Coming home with the last load I ride standing
on the tongue of the trailer, behind the tractor
in its hot exhaust, lank with sweat

in September sunlight, my arms strung
awkwardly out along the hayrack, cruciform.
Near five hundred bales we’ve put up this

afternoon, Marshall and I, and I feel it.
It makes me think of another who hung
like this on another cross. My hands are torn

by baling twine, not nails, and my side is pierced
by my ulcer, not a lance. The acid in my throat
is only hayseed.
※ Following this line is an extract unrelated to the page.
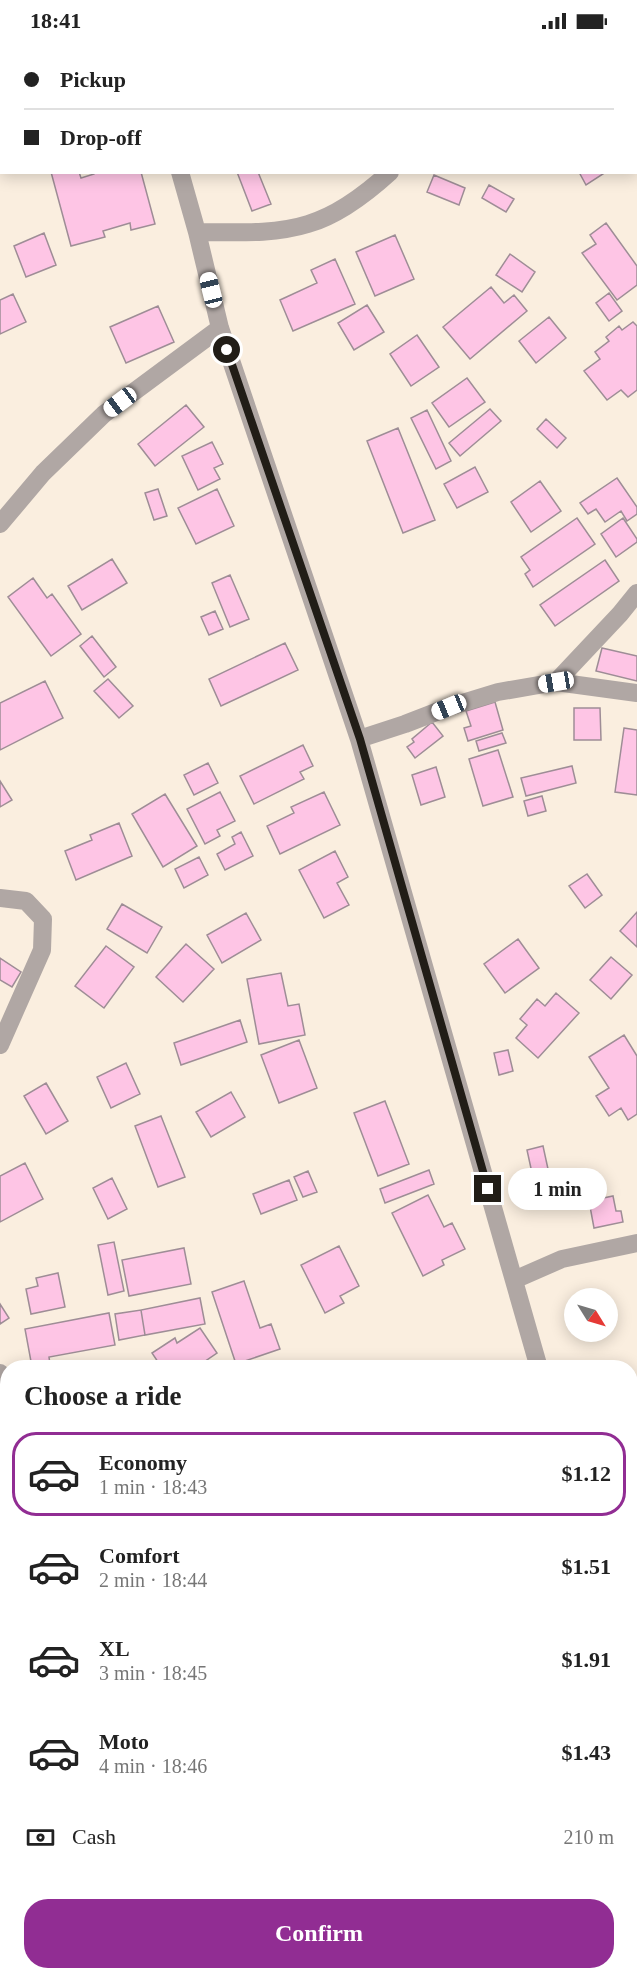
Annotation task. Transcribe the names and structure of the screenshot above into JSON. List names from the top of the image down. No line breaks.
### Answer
{"north":"bottom right","page":{"status":"18:41","banner":["Pickup","Drop-off"],"bubble":"1 min","heading":"Choose a ride","list":[{"name":"Economy","note":"1 min · 18:43","value":"$1.12"},{"name":"Comfort","note":"2 min · 18:44","value":"$1.51"},{"name":"XL","note":"3 min · 18:45","value":"$1.91"},{"name":"Moto","note":"4 min · 18:46","value":"$1.43"}],"pay":["Cash","210 m"],"buttons":"Confirm"}}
Yet exhaustion and the way

my body hangs from twisted shoulders, making
two cords that suspend me on points of pain
in the rising monoxide, recall that greater

suffering. Well, I change grip and the image
fades. It’s been an unlucky summer. Heavy rains
brought on the grass tremendously, a monster crop,

but wet, always wet; haying was long delayed.
Now this is the last chance to bring in
the winter’s feed, and Marshall needs help.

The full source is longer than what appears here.